__Your instructions__:
Please write out word for word the opening lines of the material, including the line with "2px #535e6d) drop-shadow(0" as the last.

__Given records__:

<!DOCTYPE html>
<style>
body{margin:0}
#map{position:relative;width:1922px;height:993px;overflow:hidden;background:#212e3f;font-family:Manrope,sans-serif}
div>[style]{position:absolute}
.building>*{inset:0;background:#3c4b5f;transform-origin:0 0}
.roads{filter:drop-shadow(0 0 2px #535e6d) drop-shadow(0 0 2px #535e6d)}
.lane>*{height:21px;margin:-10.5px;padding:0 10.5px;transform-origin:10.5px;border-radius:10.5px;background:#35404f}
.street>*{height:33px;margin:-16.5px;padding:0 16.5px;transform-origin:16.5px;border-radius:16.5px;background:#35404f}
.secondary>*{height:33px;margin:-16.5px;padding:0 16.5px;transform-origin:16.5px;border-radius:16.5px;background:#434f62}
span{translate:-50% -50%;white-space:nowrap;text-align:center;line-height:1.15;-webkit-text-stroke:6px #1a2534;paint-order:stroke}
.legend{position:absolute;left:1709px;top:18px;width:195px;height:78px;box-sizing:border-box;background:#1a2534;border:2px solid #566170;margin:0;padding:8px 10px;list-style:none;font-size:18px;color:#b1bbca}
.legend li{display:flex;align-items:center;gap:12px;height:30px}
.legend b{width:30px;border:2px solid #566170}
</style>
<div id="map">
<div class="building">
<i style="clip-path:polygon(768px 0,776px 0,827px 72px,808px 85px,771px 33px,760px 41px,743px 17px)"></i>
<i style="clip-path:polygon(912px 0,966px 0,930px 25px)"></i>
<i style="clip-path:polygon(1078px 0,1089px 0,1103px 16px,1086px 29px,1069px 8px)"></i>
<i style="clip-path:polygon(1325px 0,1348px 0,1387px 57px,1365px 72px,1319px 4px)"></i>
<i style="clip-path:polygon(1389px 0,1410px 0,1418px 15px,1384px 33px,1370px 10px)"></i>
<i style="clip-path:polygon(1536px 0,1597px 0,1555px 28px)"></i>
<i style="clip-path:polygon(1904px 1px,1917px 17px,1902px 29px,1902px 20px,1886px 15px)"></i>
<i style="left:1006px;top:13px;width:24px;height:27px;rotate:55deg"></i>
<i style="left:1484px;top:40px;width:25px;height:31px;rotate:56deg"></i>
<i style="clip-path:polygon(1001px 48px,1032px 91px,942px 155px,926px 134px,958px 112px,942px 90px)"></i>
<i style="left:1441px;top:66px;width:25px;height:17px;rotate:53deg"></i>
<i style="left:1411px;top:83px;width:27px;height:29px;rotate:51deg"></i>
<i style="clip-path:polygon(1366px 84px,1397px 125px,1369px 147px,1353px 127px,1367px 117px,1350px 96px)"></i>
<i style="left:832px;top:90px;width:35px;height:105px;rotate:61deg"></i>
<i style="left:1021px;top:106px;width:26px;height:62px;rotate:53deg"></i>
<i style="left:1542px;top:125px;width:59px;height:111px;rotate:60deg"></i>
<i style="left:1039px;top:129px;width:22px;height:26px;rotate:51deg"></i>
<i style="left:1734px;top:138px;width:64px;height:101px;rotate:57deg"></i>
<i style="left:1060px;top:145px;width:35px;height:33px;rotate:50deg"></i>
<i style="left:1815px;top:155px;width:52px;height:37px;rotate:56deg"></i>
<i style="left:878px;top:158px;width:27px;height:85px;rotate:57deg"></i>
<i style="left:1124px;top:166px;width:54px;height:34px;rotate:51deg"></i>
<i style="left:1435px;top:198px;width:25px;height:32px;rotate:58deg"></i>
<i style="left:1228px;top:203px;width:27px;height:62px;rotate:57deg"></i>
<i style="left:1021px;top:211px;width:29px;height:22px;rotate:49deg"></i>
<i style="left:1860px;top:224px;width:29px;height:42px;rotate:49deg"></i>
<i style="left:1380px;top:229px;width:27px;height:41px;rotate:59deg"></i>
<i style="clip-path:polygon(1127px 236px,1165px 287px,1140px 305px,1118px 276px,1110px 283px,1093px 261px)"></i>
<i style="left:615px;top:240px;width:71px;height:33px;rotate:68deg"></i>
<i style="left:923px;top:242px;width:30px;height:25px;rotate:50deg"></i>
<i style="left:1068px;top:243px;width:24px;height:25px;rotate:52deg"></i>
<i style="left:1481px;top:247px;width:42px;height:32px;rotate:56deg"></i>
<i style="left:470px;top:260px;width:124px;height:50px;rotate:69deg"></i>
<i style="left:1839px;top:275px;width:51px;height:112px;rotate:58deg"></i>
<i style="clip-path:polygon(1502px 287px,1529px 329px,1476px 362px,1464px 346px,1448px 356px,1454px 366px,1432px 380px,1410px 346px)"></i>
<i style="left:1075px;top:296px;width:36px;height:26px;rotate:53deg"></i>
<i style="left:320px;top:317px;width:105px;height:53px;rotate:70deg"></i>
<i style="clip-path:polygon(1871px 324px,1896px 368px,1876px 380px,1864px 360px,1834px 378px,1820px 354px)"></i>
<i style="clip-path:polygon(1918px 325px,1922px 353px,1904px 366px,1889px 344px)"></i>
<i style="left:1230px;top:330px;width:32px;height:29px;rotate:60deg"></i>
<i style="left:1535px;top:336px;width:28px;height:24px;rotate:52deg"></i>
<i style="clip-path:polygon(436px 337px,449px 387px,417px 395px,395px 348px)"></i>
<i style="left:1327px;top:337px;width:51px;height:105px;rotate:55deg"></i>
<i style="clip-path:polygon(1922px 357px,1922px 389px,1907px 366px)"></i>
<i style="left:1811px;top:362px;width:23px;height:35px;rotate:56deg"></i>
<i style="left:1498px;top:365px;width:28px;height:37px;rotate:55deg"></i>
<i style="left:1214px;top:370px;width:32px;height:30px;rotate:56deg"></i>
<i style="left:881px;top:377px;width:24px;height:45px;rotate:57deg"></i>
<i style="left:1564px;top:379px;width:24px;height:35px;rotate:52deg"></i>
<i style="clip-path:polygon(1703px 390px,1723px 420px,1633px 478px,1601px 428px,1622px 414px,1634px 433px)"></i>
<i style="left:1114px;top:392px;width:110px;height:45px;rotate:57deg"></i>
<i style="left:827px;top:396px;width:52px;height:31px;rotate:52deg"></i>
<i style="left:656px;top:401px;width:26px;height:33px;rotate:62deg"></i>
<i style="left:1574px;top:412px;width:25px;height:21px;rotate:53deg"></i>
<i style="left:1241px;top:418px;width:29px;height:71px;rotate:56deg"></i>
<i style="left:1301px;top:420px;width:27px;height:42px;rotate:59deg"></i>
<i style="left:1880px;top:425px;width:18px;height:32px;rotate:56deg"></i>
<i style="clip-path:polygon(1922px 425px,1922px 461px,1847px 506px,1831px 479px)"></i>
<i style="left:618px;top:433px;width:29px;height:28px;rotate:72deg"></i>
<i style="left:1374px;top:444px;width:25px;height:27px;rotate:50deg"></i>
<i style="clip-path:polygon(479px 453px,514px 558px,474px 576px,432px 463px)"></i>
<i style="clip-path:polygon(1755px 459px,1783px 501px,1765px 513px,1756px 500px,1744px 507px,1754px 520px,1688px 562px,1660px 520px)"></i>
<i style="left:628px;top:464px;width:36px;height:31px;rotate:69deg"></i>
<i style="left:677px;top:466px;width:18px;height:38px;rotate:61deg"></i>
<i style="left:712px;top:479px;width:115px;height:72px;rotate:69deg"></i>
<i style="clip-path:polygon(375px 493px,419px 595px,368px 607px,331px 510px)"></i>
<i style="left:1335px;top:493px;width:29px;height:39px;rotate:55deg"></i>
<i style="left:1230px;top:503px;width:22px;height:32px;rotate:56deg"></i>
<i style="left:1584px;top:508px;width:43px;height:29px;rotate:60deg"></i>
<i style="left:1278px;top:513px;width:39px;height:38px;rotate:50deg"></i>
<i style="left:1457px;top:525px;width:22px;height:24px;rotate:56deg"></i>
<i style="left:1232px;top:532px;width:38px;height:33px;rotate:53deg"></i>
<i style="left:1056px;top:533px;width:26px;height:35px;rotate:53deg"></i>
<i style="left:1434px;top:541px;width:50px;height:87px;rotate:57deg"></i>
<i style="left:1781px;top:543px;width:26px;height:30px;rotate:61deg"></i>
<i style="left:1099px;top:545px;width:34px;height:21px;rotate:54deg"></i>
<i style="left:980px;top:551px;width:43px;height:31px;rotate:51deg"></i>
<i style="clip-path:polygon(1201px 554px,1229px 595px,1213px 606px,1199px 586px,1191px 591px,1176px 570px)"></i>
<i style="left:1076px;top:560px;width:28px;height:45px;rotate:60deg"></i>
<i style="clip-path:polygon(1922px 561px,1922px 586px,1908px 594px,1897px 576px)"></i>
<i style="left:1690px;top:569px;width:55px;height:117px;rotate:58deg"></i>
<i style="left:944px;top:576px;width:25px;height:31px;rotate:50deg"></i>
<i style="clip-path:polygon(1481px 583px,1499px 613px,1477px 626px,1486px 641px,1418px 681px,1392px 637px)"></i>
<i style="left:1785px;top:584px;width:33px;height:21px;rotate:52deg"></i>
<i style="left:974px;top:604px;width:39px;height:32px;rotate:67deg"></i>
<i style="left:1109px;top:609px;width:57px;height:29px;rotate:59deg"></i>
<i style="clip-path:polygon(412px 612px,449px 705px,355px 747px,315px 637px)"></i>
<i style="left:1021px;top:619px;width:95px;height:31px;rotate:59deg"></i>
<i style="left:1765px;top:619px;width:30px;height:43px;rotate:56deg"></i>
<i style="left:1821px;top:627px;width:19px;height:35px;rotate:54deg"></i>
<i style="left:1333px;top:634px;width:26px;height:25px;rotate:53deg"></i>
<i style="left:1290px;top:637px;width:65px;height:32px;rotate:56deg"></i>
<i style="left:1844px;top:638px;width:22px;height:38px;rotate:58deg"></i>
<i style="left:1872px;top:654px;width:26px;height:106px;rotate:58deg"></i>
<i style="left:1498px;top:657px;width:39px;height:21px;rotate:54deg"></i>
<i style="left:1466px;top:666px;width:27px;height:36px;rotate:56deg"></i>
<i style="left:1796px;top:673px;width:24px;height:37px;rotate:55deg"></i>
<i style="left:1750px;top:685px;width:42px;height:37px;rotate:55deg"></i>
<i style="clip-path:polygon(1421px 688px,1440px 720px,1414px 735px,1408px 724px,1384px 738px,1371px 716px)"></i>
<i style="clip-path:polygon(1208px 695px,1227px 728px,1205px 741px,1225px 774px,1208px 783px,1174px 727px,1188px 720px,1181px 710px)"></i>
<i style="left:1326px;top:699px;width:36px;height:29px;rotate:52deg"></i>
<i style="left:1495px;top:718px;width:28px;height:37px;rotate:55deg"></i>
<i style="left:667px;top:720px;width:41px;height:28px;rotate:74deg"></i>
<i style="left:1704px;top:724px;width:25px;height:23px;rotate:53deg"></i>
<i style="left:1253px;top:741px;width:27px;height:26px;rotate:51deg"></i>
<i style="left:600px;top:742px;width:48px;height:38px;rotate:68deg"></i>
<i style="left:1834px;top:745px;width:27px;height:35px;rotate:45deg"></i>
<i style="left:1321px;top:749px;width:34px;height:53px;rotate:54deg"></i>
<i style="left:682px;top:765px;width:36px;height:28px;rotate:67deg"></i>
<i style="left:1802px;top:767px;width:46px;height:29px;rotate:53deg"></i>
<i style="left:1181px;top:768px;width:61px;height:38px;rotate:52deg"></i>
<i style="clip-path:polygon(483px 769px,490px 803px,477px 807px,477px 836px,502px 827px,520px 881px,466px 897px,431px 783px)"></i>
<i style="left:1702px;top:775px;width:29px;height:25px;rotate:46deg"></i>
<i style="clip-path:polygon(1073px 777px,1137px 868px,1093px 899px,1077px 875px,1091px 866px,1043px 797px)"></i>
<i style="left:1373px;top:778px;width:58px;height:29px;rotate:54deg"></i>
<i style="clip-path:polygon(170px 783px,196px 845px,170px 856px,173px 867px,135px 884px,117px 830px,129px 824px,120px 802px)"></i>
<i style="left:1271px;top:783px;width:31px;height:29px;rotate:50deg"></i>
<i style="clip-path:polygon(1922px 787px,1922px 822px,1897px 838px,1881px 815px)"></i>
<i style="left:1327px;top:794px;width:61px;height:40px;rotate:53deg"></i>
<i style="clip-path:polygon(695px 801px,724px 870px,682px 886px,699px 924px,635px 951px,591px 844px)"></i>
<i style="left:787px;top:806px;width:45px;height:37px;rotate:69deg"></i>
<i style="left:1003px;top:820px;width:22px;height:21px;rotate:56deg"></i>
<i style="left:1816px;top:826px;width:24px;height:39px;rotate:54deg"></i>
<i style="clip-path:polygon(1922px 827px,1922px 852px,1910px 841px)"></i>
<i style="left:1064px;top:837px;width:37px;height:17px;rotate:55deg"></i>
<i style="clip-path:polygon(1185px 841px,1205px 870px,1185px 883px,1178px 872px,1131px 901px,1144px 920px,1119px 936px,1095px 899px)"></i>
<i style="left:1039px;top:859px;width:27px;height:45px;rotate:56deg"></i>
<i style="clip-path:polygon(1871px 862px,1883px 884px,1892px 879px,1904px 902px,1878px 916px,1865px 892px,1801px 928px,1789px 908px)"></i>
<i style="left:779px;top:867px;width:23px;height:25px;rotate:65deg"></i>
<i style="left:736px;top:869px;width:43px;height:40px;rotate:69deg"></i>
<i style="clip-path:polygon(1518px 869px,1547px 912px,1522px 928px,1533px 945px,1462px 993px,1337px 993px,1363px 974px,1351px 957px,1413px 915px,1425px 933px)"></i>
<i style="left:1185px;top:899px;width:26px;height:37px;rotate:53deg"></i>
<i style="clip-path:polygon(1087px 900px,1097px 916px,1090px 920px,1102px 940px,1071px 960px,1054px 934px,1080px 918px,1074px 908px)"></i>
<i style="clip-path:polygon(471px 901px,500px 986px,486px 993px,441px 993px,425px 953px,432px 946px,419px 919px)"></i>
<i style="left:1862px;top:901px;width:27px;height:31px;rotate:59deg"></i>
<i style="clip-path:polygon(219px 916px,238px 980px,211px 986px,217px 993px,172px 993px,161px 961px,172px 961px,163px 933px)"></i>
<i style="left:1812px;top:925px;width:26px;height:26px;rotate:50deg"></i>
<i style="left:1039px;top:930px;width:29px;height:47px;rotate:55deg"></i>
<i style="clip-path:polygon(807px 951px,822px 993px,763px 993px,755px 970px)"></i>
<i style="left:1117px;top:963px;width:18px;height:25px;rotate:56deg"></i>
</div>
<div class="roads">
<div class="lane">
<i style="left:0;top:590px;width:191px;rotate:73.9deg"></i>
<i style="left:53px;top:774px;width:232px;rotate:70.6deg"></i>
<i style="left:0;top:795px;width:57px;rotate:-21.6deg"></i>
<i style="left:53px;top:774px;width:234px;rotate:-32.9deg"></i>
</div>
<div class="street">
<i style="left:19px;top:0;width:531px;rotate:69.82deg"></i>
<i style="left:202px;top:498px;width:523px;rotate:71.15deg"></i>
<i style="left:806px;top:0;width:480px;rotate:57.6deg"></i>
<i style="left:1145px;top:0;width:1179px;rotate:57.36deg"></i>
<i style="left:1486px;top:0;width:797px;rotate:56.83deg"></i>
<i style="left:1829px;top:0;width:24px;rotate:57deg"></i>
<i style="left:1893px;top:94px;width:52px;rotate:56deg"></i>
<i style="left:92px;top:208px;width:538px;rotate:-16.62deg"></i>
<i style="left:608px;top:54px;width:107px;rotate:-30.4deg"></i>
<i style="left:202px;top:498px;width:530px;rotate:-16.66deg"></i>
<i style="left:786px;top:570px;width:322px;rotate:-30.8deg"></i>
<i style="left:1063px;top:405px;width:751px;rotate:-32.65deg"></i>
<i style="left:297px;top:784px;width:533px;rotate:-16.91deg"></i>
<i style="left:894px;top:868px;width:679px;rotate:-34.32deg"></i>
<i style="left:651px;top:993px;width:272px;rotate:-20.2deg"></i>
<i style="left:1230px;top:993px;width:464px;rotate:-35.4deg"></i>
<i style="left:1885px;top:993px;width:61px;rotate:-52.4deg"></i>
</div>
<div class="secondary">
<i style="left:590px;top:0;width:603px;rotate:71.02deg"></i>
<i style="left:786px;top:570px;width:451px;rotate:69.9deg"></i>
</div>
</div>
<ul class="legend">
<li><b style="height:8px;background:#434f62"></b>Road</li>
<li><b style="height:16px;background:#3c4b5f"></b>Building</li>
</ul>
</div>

__Result of the exercise__:
<!DOCTYPE html>
<style>
body{margin:0}
#map{position:relative;width:1922px;height:993px;overflow:hidden;background:#212e3f;font-family:Manrope,sans-serif}
div>[style]{position:absolute}
.building>*{inset:0;background:#3c4b5f;transform-origin:0 0}
.roads{filter:drop-shadow(0 0 2px #535e6d) drop-shadow(0 0 2px #535e6d)}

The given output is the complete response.